The O2, the enormous structure formerly known as the Millennium Dome, looms large in the windows of Ravensbourne, the higher education college. Immediately inside the window sits a large, minutely-detailed scale model of the Dome. But it’s not the fidelity of the model that is interesting, it’s the fact that it was produced by a printer.
Instead of printing ink on paper, 3D printers use a fine powder that sets into a hard, plaster-like finish, building up an object one layer at a time. Building an object layer by layer wastes less material than traditional production methods and makes it possible to produce things that are very hard to make in other ways.
What’s used now for rapid prototyping could soon bring massive changes not just to industry but to our homes. 3D printing has been around for about 20 years but over the last decade costs have been falling and the range of materials that can be used has expanded. 3D printers used to work mostly with plastics but now it’s possible to print with metals, nylon, recycled paper and even print one object using mixed materials.

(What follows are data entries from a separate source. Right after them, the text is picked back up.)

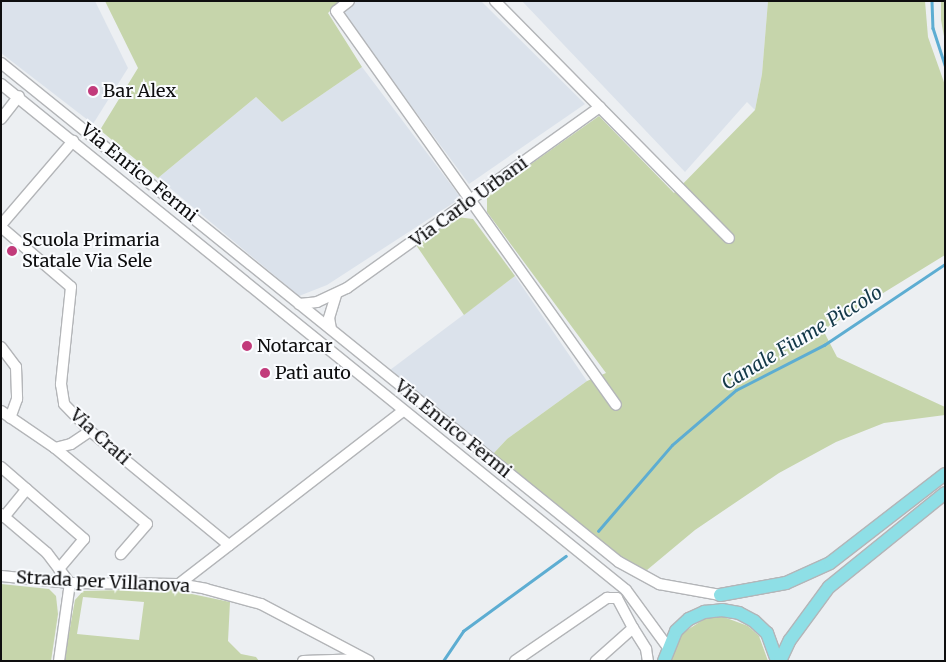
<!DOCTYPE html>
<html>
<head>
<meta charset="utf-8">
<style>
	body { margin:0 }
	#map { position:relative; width:946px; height:662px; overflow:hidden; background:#eceff2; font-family:Merriweather,serif }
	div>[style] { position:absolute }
	.built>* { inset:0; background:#dbe2eb }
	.green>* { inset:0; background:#c6d5ab }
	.stream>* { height:2.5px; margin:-1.25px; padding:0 1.25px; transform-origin:1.25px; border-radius:1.25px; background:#5dadd2 }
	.roads { filter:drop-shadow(1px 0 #b3b5b8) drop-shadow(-1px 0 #b3b5b8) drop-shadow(0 1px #b3b5b8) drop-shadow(0 -1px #b3b5b8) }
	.minor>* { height:10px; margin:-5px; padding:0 5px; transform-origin:5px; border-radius:5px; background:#fff }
	.major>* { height:12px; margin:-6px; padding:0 6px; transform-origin:6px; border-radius:6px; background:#8edfe6 }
	.dots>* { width:14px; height:14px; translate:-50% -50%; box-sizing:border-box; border:2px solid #fafcff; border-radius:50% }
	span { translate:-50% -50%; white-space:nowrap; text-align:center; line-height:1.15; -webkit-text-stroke:4px #fafcff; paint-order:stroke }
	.poi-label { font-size:18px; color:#0e0e0f }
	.left { translate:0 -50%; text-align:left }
	.street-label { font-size:18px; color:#0e0e0f }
	.water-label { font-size:19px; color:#133848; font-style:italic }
	.frame { position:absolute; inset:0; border:2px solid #0e0e0f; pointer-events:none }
</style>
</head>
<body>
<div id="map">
	<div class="built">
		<div style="clip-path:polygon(1px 1px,95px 1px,128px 68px,93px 124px,1px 53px)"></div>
		<div style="clip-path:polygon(357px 1px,481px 1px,585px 104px,469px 184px,342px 12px)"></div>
		<div style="clip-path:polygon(522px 1px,768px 1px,762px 74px,755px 110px,747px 102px,685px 172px)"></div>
		<div style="clip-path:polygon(362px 67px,461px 198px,327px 285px,299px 296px,158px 178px,256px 97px,282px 122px)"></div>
		<div style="clip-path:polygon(515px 276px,587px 381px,507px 439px,493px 454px,390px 370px)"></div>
	</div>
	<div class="green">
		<div style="clip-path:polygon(105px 1px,340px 1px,328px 13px,362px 67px,282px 122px,256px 97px,158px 178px,100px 130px,138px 68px)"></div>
		<div style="clip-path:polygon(768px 1px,925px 1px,928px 37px,945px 85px,945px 255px,823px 330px,837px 357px,945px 407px,945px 415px,884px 423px,836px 442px,779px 473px,695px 530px,647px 570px,634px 566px,608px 547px,493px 454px,507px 439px,587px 381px,606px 373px,487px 212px,487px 195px,599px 116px,674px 193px,755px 110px,762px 74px)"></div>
		<div style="clip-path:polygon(941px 1px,945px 1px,945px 42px,941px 20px)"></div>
		<div style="clip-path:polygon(457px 217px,473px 219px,515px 276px,464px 315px,416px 245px)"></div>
		<div style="clip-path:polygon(1px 584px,49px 589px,56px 596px,58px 614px,51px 661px,1px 661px)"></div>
		<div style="clip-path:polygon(evenodd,168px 589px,230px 602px,228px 641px,241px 654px,256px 657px,259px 661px,64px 661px,75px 600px,83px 591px,168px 589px,83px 597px,144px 602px,139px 640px,77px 634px,83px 597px)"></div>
		<div style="clip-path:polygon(721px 616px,748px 626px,759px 636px,768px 661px,670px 661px,681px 634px,706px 618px)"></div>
	</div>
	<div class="stream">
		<div style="left:932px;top:1px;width:27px;rotate:88deg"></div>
		<div style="left:933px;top:28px;width:40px;rotate:72deg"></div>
		<div style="left:598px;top:531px;width:113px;rotate:-49.3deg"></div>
		<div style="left:672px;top:445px;width:84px;rotate:-40.7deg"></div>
		<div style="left:736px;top:390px;width:99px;rotate:-27.1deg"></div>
		<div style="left:824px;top:345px;width:146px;rotate:-33.8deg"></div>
		<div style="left:443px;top:661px;width:36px;rotate:-56deg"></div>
		<div style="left:463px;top:631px;width:127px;rotate:-36.1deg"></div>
	</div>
	<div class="roads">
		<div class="minor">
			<div style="left:349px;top:1px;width:16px;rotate:142deg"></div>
			<div style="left:336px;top:11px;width:483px;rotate:54.6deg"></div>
			<div style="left:495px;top:1px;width:333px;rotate:45.4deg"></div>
			<div style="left:1px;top:63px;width:794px;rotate:38.92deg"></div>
			<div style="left:619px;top:562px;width:46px;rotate:28.8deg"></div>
			<div style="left:659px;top:584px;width:62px;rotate:10.2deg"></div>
			<div style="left:1px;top:84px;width:804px;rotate:38.99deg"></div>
			<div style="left:626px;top:590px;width:69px;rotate:53.8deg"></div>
			<div style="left:1px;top:119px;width:29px;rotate:-52deg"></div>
			<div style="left:1px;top:225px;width:111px;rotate:-49.4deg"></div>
			<div style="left:1px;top:227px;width:92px;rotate:40.6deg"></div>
			<div style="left:71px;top:287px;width:98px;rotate:95.9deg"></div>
			<div style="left:61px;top:384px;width:20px;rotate:81deg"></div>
			<div style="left:64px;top:404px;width:37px;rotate:46deg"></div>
			<div style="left:90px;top:431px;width:180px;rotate:39.4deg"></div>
			<div style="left:299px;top:304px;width:18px;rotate:-6deg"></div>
			<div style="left:317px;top:302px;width:33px;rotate:-25deg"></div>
			<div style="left:347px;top:288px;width:311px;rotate:-35.6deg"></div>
			<div style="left:331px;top:329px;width:11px;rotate:-100deg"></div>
			<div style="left:329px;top:318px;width:24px;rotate:-73deg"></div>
			<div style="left:1px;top:347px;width:25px;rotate:53deg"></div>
			<div style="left:16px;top:367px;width:32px;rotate:88deg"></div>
			<div style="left:17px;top:399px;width:20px;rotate:110deg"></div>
			<div style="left:1px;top:411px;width:65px;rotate:34.4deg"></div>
			<div style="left:55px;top:448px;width:16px;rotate:-14deg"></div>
			<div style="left:71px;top:444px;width:23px;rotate:-34deg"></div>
			<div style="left:55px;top:448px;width:119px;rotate:39.6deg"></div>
			<div style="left:147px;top:524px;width:40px;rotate:131deg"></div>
			<div style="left:1px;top:467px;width:110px;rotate:40.9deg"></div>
			<div style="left:84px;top:539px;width:39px;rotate:130deg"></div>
			<div style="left:1px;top:514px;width:60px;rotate:40.3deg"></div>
			<div style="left:47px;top:553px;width:38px;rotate:53deg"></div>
			<div style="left:4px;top:517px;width:36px;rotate:-51deg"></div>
			<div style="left:1px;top:576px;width:69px;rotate:5.8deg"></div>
			<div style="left:70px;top:583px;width:109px;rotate:0.5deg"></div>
			<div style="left:179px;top:584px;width:27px;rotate:10deg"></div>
			<div style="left:206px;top:589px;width:57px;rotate:15.3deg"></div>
			<div style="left:261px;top:604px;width:122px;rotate:27.8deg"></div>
			<div style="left:179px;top:584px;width:283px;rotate:-37.7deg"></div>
			<div style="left:633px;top:628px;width:25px;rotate:58deg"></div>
			<div style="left:646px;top:649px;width:12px;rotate:81deg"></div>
			<div style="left:59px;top:661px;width:79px;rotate:-82deg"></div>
			<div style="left:303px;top:661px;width:61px;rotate:-1.9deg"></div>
			<div style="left:515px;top:661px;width:112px;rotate:-34.4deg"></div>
			<div style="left:607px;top:598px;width:10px"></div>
			<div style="left:617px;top:598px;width:34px;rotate:62deg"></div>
			<div style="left:633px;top:628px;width:50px;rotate:138.3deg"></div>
		</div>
		<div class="major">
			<div style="left:720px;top:595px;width:67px;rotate:-10.3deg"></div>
			<div style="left:786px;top:583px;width:48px;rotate:-24.4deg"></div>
			<div style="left:830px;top:563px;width:145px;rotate:-37.7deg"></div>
			<div style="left:664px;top:661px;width:32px;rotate:-68deg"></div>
			<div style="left:676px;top:631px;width:18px;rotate:-43deg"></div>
			<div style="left:689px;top:619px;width:17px;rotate:-25deg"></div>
			<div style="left:704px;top:612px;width:18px;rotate:-6deg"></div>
			<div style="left:722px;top:610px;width:17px;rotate:10deg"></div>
			<div style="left:739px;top:613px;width:17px;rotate:28deg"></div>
			<div style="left:754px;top:621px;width:18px;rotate:43deg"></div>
			<div style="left:767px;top:633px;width:30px;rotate:70deg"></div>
			<div style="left:780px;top:661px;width:23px;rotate:-65deg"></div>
			<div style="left:790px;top:640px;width:66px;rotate:-53.7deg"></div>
			<div style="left:829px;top:587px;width:149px;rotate:-39deg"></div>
		</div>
	</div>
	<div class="dots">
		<div style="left:93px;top:91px;background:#c23b7b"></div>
		<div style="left:12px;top:251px;background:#c23b7b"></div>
		<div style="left:247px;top:346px;background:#c23b7b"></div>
		<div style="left:265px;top:373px;background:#c23b7b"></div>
	</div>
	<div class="poi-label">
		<span class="left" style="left:103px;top:91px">Bar Alex</span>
		<span class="left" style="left:22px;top:251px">Scuola Primaria<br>Statale Via Sele</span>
		<span class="left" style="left:257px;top:346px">Notarcar</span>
		<span class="left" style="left:275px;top:373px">Patì auto</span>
	</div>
	<div class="street-label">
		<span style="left:139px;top:173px;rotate:39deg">Via Enrico Fermi</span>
		<span style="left:469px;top:202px;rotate:-36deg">Via Carlo Urbani</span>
		<span style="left:453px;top:429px;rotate:39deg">Via Enrico Fermi</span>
		<span style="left:100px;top:437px;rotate:42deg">Via Crati</span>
		<span style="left:103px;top:582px;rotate:3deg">Strada per Villanova</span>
	</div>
	<div class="water-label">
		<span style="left:802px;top:338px;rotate:-31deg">Canale Fiume Piccolo</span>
	</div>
	<div class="frame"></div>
</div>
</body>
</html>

Aircraft manufacturers are exploring the possibility of printing, say, an aircraft wing, but it’s equally possible that we could one day print our own furniture.
“When you can print something like the parts for a gearbox, that’s one thing,” says Peter Cochrane, an entrepreneur and futurologist, “but when can print a complete gearbox that works, that’s another thing entirely.”
Flora Parrott, a lecturer at Ravensbourne and an artist, tells me about plans to scan museum objects so that 3D replicas can be made. It would give historians, for example, the chance to study the inside of an object that could only otherwise be examined by breaking it. It would also mean that schools could print out objects for pupils to handle and explore in class.
Medical researchers have already printed artificial bones, tailor made for people based on scans of their real bones and then implanted to replace bones that have been removed or damaged. The next challenge is to print tissue and create artificial organs using 3D printing.